The new law introduces a voting system and abolishes 10 Upper House seats; both measures will come into force with next summer’s election.
The bill cleared the chamber’s special committee on electoral reform Wednesday despite fierce objections from the opposition.
Prior to Thursday’s plenary session vote, four major opposition parties jointly submitted a censure motion against Takao Fujii, chairman of the Lower House Steering Committee, to protest the ruling camp’s railroading of the bill. The committee shelved an alternative bill submitted by the Democratic Party of Japan earlier this week.
The censure motion against Fujii, a member of the Liberal Democratic Party, was immediately voted down by the LDP-led triumvirate.
“Today, October 26th, will be always remembered (as a day that represents the ruling camp’s recklessness) . . . What we should do now is unite and overturn the coalition government in the Upper House election next summer,” said Yukio Hatoyama, president of the DPJ.

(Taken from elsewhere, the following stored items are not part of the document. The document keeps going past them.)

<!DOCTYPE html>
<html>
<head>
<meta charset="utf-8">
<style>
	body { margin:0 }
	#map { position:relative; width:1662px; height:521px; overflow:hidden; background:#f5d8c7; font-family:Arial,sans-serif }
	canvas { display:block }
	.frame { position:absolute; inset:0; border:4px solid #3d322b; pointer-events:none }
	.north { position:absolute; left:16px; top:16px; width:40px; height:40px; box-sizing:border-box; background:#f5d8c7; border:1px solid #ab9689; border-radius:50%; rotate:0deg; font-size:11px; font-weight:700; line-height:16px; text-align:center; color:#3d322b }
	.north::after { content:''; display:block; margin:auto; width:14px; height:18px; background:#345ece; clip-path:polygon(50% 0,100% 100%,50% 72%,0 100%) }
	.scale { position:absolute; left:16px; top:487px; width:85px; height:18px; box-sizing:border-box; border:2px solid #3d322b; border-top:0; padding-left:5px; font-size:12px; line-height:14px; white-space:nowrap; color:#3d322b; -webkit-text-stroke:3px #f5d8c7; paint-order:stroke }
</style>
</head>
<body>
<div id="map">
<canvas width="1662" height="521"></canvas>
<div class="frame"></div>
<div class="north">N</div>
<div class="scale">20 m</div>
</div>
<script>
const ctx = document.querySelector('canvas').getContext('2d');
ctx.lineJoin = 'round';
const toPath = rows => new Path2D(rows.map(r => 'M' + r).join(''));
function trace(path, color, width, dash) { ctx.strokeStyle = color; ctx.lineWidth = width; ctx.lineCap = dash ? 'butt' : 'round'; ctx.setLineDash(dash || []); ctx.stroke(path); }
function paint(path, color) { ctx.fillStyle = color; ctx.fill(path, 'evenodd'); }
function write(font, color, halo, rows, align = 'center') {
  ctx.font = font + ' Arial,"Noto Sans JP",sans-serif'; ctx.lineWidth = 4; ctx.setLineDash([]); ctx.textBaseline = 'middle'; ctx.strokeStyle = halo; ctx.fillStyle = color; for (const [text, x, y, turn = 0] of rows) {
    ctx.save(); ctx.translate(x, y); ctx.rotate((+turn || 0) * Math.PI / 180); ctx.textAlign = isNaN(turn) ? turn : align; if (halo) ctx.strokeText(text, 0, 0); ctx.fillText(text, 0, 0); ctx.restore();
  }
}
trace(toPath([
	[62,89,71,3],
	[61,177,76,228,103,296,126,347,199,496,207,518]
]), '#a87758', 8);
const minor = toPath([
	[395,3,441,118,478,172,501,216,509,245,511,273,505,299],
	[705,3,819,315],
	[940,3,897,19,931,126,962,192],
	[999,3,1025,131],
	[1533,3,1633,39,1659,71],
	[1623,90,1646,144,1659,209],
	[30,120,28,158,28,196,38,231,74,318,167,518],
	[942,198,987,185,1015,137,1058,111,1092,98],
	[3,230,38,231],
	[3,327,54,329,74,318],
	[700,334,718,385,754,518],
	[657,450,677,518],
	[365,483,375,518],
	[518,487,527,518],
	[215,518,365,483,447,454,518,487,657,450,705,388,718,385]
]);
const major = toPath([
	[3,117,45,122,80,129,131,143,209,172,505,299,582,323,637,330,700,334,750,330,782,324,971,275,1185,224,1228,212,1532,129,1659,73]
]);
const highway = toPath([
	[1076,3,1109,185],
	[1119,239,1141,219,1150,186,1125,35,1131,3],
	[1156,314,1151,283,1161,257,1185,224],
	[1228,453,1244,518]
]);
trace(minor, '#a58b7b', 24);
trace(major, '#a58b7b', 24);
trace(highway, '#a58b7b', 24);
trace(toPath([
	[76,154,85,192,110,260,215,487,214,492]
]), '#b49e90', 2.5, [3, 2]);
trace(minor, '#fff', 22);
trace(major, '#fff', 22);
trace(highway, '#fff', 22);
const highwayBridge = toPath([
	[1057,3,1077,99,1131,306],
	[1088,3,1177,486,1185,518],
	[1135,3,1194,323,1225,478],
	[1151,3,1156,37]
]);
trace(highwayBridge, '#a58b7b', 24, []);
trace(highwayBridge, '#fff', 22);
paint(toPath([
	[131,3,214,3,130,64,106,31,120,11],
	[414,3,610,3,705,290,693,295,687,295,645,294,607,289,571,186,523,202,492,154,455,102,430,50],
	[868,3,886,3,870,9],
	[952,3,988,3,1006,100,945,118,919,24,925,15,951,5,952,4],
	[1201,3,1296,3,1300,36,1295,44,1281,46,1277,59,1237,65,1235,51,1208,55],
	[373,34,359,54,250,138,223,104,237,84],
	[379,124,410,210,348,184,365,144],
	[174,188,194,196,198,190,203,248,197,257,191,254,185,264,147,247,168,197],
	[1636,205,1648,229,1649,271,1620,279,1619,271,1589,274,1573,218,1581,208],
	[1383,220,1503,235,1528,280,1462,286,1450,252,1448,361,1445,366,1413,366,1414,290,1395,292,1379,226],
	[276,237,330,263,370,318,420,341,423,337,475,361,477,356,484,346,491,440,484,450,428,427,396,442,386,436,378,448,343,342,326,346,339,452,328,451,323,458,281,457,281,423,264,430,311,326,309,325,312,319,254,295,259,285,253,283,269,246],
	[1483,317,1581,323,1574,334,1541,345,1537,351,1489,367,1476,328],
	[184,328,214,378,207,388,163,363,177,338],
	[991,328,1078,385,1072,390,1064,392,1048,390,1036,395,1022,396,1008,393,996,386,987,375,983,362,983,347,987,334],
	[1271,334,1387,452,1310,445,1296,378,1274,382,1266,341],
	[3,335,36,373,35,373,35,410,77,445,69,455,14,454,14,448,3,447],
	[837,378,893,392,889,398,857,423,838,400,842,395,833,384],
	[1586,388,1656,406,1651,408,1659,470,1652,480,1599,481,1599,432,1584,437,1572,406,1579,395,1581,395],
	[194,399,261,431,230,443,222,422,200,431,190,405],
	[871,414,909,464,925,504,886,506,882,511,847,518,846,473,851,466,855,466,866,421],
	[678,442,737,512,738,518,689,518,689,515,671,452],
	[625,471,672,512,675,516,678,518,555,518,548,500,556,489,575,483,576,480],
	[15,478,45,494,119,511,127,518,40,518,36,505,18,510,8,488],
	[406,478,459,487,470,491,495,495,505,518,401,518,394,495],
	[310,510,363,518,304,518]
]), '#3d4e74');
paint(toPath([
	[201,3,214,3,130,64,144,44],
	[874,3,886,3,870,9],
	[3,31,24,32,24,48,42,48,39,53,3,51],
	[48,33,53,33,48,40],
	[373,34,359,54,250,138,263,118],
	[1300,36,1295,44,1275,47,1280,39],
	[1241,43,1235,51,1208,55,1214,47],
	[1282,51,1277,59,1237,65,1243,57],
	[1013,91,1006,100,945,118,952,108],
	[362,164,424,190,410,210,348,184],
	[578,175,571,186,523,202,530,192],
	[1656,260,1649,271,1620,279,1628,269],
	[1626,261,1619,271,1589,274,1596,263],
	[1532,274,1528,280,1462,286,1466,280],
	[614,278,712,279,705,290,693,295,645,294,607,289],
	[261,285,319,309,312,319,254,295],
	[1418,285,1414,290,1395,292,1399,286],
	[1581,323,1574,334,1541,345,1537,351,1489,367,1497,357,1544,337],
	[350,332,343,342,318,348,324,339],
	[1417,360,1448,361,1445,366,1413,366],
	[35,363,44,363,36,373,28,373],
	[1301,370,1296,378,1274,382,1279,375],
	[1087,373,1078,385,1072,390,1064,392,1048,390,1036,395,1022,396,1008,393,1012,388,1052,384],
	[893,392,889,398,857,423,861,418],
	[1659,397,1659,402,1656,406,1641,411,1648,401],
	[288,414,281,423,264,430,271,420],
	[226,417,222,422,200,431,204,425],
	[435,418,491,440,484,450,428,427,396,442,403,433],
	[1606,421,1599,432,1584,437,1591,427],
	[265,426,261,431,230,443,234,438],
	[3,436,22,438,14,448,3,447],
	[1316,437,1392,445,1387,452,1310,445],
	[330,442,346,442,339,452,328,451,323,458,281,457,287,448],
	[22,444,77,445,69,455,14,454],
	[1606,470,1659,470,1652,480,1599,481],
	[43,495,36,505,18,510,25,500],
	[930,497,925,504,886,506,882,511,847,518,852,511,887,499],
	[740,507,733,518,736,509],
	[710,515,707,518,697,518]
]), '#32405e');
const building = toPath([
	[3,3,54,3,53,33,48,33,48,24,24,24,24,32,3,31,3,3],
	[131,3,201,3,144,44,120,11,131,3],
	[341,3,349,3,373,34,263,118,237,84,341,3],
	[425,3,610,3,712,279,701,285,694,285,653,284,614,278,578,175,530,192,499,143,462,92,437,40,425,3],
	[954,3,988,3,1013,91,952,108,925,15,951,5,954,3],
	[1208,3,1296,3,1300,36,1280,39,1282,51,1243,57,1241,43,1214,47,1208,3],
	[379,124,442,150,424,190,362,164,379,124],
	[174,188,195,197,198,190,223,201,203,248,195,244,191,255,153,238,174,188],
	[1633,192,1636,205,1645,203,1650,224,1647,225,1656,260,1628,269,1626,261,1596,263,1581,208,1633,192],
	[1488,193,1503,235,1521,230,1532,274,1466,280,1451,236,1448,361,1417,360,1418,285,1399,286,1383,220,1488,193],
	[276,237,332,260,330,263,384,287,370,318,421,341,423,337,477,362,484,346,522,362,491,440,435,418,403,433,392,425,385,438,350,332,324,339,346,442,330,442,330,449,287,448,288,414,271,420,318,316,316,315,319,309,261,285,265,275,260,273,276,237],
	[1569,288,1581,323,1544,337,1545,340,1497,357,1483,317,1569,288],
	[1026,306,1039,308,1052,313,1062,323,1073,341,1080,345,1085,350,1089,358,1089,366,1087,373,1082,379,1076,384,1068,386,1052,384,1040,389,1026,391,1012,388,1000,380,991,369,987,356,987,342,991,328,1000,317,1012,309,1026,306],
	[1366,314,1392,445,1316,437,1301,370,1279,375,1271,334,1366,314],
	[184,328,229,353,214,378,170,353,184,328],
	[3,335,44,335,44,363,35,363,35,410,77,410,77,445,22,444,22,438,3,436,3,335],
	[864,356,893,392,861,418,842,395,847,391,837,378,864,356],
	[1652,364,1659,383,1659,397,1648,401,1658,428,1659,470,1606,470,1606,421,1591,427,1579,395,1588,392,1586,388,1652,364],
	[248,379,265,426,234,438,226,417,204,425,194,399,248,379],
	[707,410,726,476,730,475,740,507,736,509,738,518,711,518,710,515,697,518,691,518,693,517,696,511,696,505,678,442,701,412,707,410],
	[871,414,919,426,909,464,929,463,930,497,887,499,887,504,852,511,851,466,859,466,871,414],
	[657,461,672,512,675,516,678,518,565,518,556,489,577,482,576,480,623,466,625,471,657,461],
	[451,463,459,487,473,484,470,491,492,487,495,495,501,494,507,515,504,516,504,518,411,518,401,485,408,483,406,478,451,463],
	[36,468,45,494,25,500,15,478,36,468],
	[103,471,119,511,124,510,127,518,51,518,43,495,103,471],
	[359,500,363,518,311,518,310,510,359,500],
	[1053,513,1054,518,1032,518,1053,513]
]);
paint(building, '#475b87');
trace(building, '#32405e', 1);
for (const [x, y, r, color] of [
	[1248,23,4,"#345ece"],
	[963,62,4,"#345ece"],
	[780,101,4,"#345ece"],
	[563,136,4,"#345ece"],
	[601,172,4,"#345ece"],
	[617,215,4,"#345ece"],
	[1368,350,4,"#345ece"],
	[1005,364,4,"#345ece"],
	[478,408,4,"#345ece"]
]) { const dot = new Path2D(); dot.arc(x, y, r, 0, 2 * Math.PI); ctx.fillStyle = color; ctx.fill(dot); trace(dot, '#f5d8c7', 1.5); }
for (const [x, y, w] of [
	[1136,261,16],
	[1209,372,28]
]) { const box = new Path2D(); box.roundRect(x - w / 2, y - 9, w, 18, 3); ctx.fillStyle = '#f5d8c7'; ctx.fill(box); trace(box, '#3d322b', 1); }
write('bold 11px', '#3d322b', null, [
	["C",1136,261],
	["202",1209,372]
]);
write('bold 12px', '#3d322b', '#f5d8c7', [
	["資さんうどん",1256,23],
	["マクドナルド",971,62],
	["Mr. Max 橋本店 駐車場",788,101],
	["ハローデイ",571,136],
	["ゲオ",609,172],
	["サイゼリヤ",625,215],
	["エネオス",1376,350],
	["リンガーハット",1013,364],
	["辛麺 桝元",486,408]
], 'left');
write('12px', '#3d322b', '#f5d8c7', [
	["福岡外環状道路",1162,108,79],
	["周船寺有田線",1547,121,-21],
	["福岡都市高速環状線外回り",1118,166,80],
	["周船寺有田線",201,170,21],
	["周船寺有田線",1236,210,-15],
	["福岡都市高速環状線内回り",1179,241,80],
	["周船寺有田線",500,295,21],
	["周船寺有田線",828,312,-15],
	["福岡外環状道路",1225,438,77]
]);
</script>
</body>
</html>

The new electoral system proposed by the LDP and its coalition partners — New Komeito and the New Conservative Party — allows citizens to vote for either a political party or one of its candidates on a proportional representation list in Upper House elections. As a result, it would become possible for a single candidate’s votes to benefit all candidates on a list.
Under the present system, citizens are only allowed to vote for a party.
Opposition forces have long demanded that the coalition’s bill be scrapped, noting the new system will allow all of a party’s proportional representation candidates to benefit from one popular candidate, thus encouraging parties to field celebrities.
The storm kicked up by the bill evolved into a DPJ-led opposition boycott of Diet deliberations for nearly three weeks.
On Thursday, DPJ President Hatoyama praised the boycott as a success, claiming it helped voters see the defects in the ruling camp’s bill.
Criticism of the current fixed roster system mounted after former Financial Reconstruction Commission chief Kimitaka Kuze, an Upper House member of the LDP, resigned in July for having received millions of yen in benefits from private firms.
Kuze admitted after resigning that he needed the money to have his name placed higher on the LDP’s proportional representation roster.
The opposition camp has claimed the ruling camp is cashing in on the scandal to create a favorable electoral system so it can survive next summer’s Upper House poll.
The new electoral system will also reduce Upper House seats by 10 — six constituency seats and four proportional representation seats.